Delirium is one of the most frequent neuropsychiatric manifestations of acute infections in older persons. This syndrome is characterized by an acute onset of cognitive disturbances that fluctuates over time, with orientation in time and space, attention, and working memory being the most frequently affected cognitive domains, although delirium can affect almost any cognitive domain [22]. Delirium can be considered both as a marker of underlying cognitive vulnerability and a risk factor, as older individuals who develop delirium are at higher risk of subsequent cognitive decline, dementia, and worsened cognitive trajectories in individuals who already have dementia [22]. Therefore, delirium may be a warning sign of cognitive vulnerability.

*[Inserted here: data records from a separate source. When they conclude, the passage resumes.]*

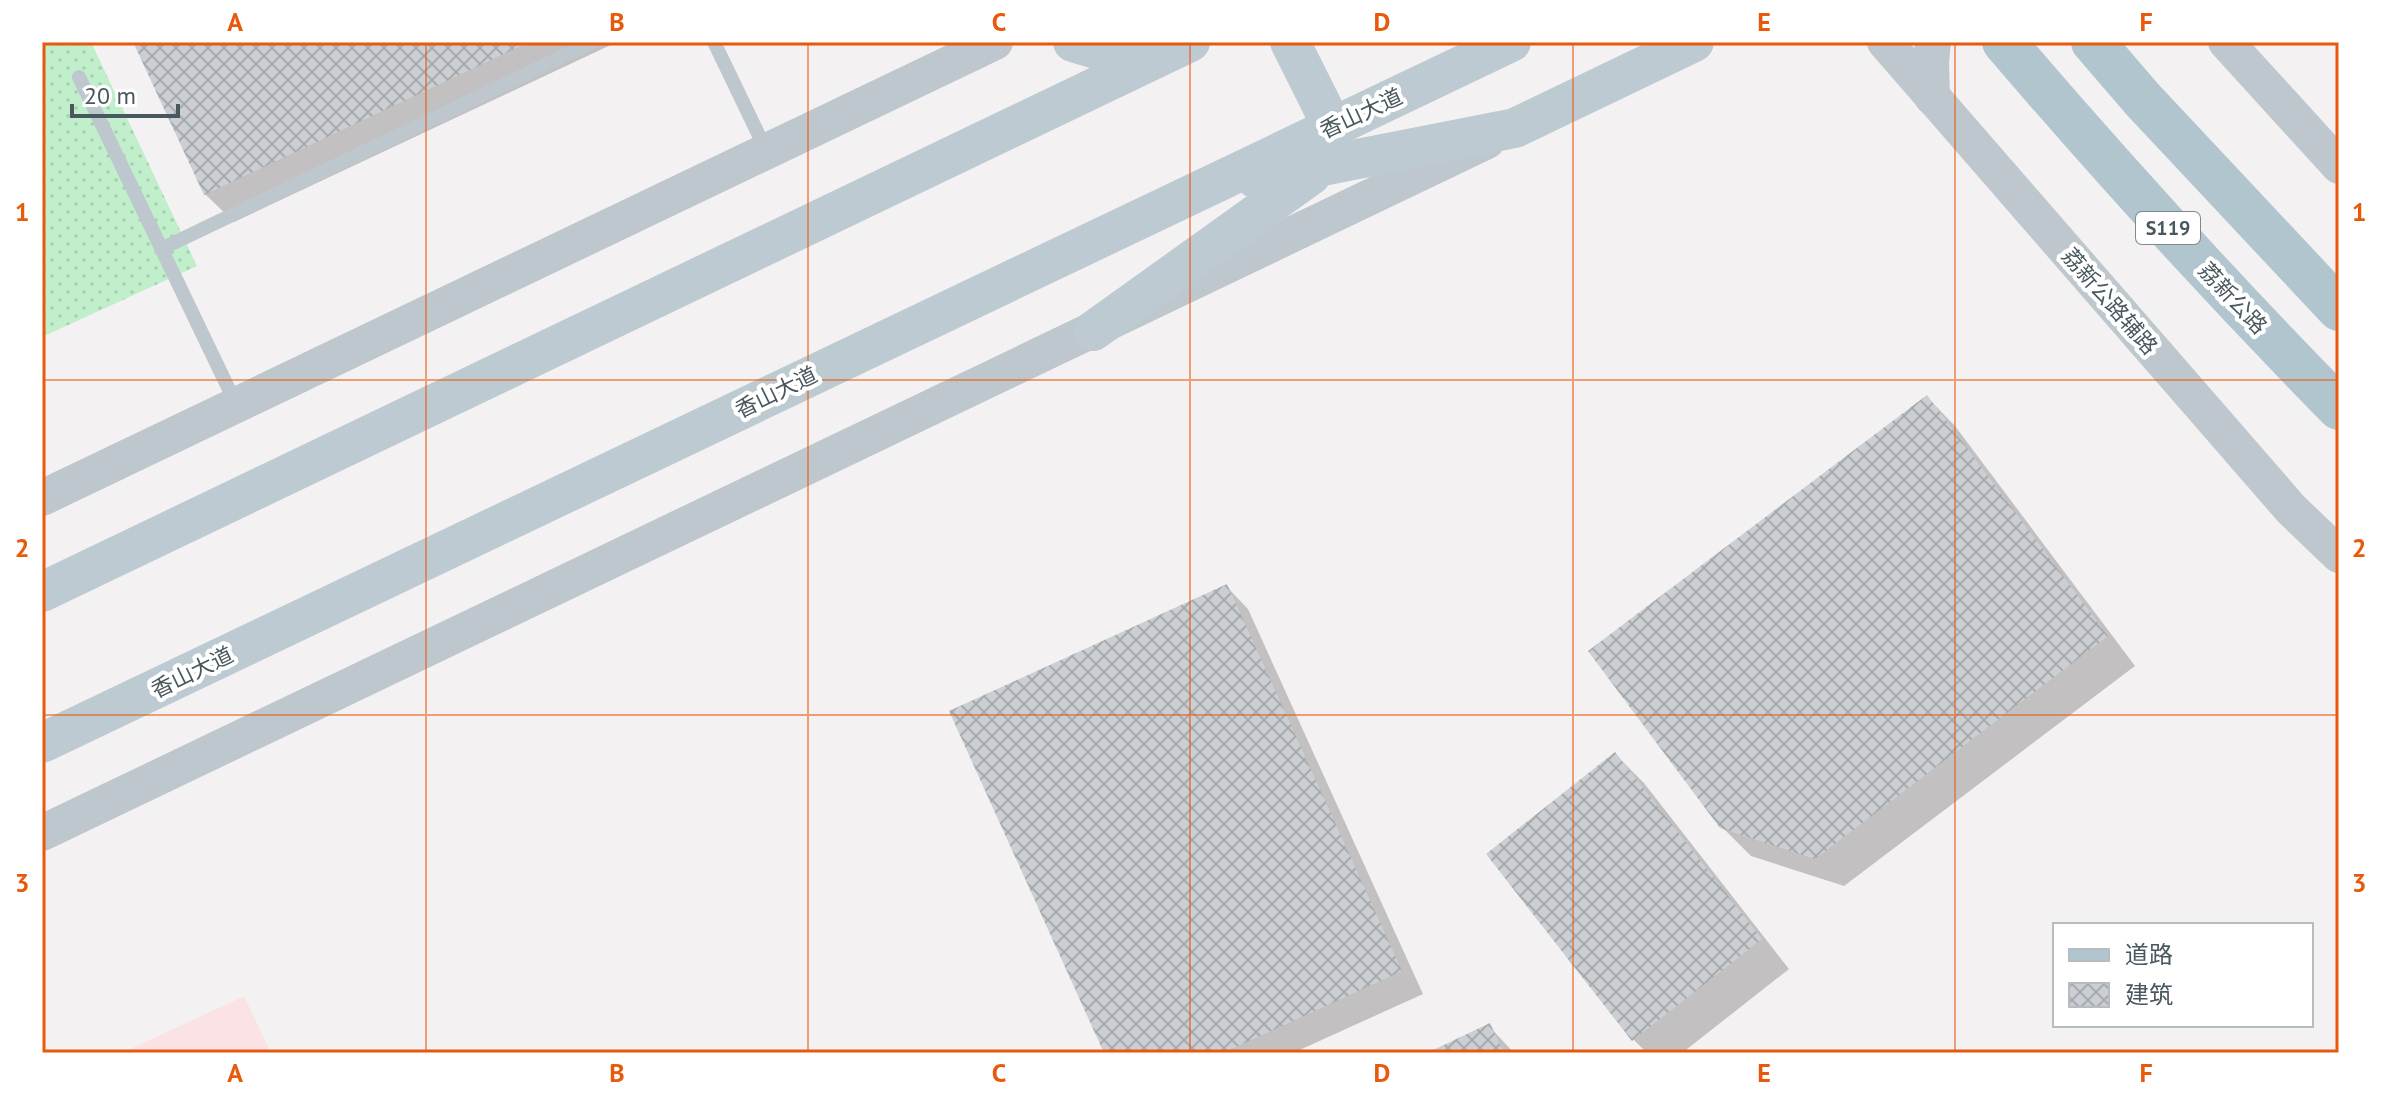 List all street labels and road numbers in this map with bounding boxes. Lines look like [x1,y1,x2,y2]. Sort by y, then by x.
street label: 香山大道 [1315,82,1407,144]
road number: S119 [2136,212,2200,244]
street label: 荔新公路辅路 [2056,242,2164,360]
street label: 荔新公路 [2193,256,2273,340]
street label: 香山大道 [730,360,822,424]
street label: 香山大道 [146,640,238,704] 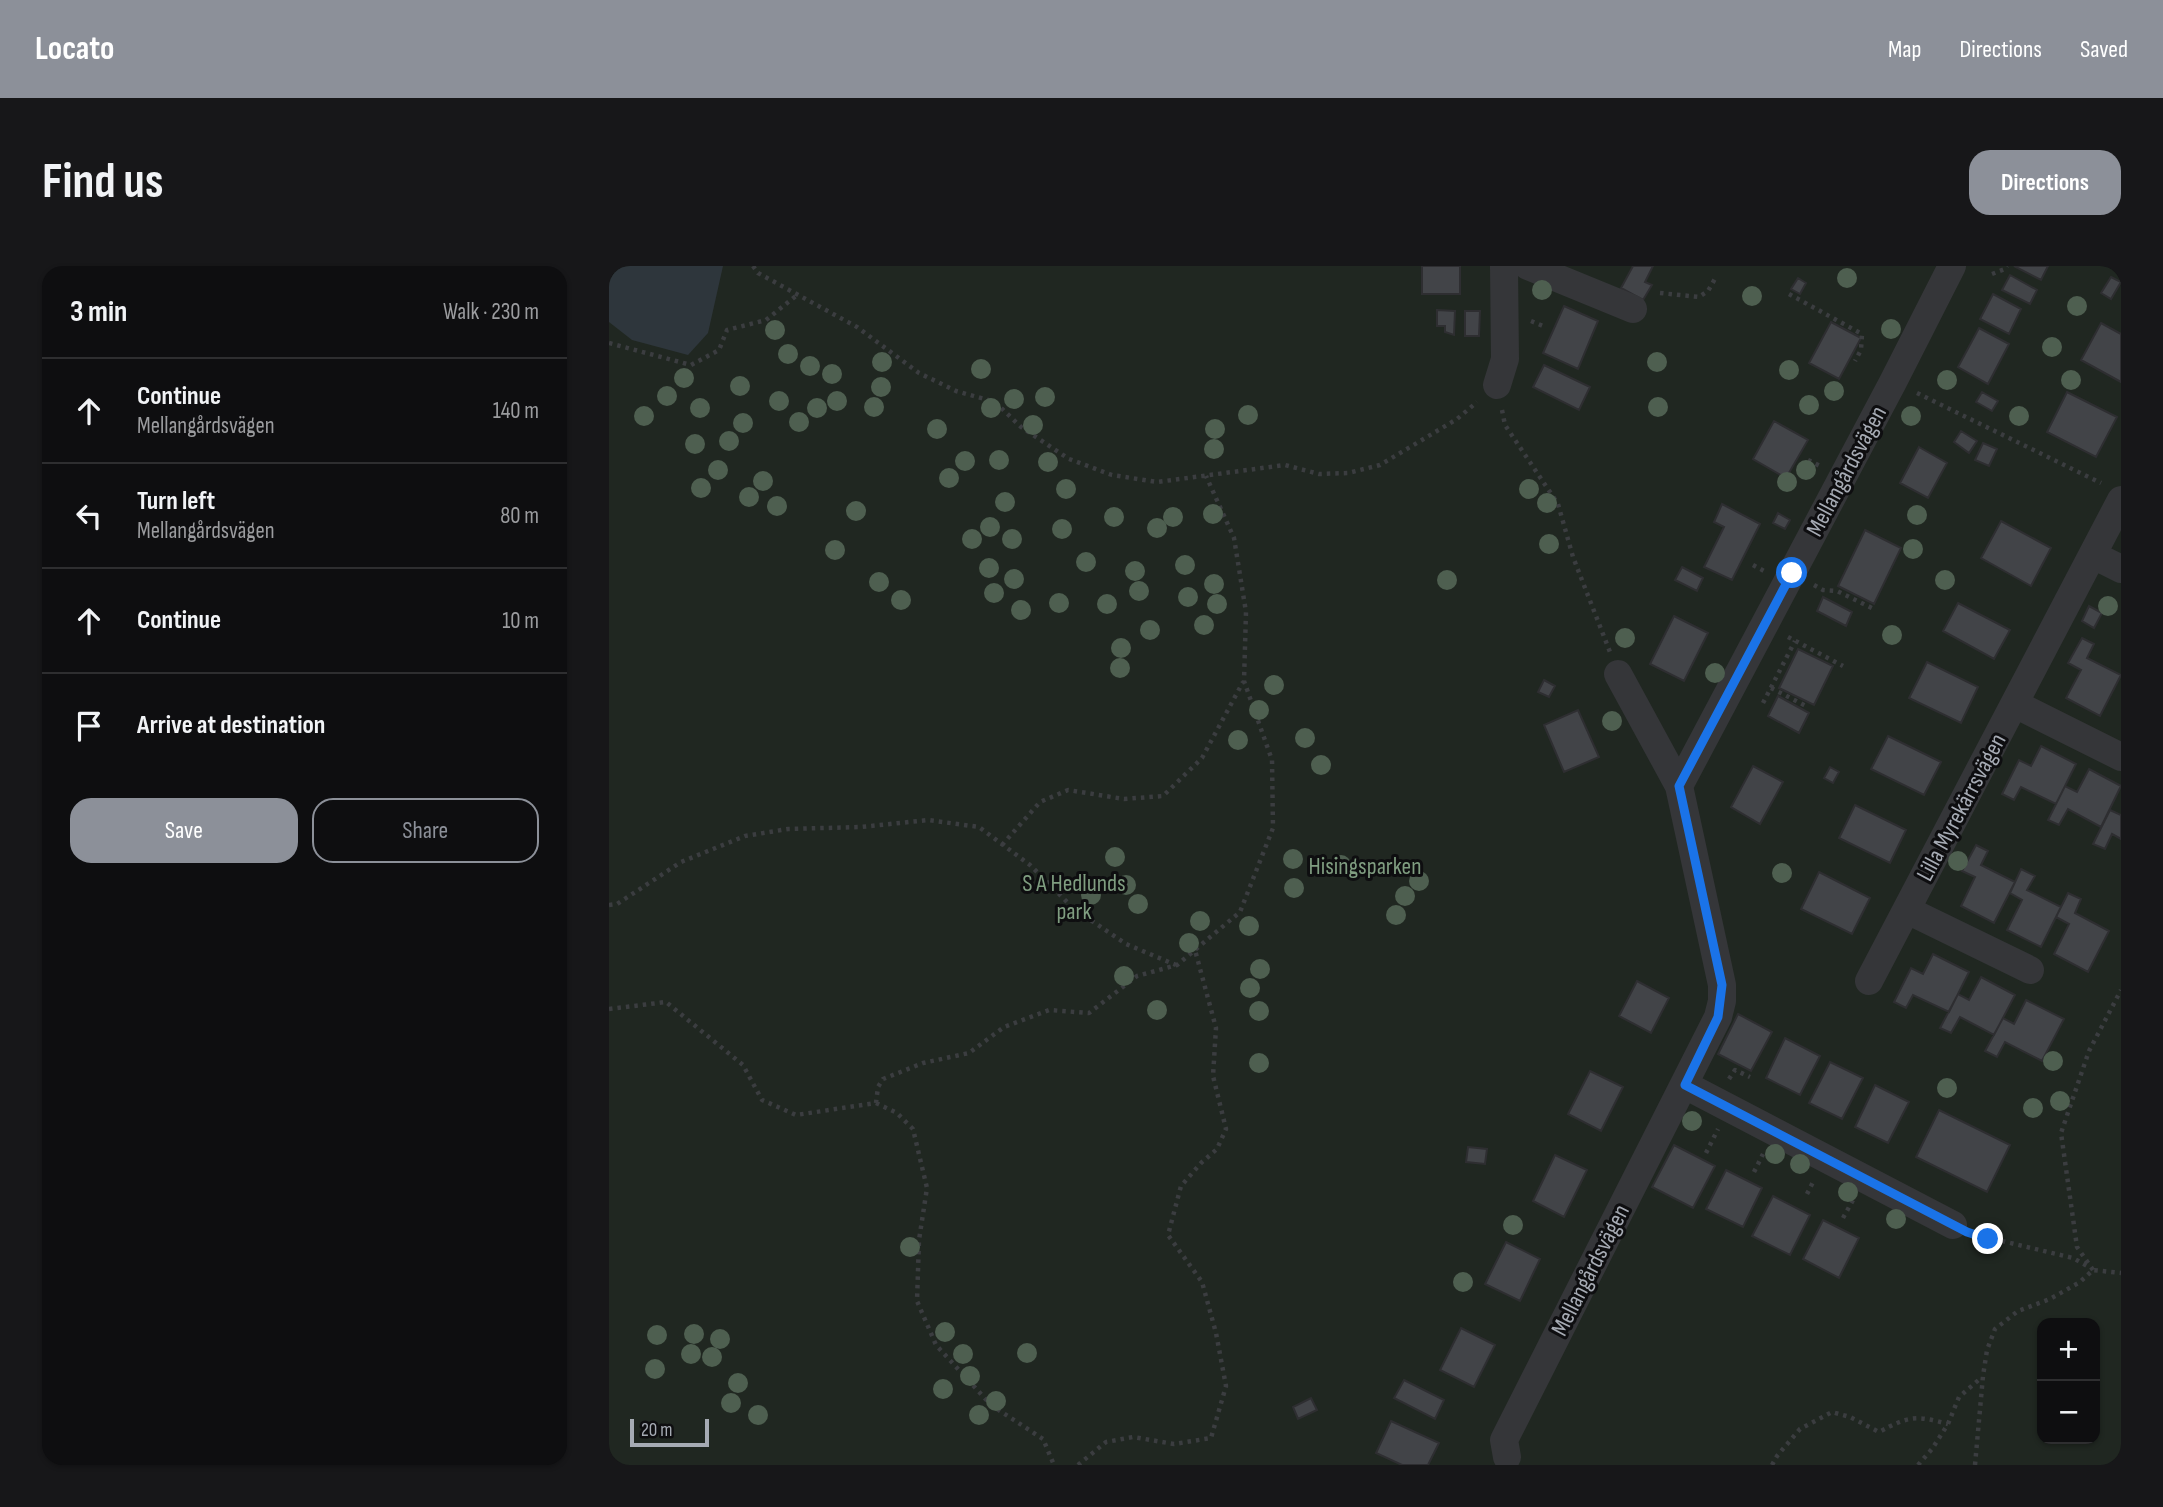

Beyond delirium, recent evidence has shown that in older individuals, infections severe enough to require in-hospital treatment may be independent risk factors for cognitive decline and all-cause dementia [4, 26]. According to several epidemiological studies, frequent infections, regardless of etiology, such as pneumoniae (viral or bacterial etiology), urinary tract infections, skin, and soft tissue infections, as well as sepsis from diverse origins, are associated with an increased risk of cognitive decline, vascular dementia, and Alzheimer’s disease. Actually, the risk of unspecified dementia would be doubled compared with individuals without a history of severe infectious episodes [4, 26–28]. Moreover, a study suggested a risk gradient, with higher infectious burdens associated with higher cognitive risks: an all-cause dementia risk of about 1.4 for a history of one episode of hospital-treated infection, and about 2.5 for two episodes [27].
Specific chronic infections and cognition
Over the next section of the article, we describe specific examples of chronic infectious diseases and their associations with cognitive-related outcomes, as distinct changes in cognition may be part of their typical clinical manifestations.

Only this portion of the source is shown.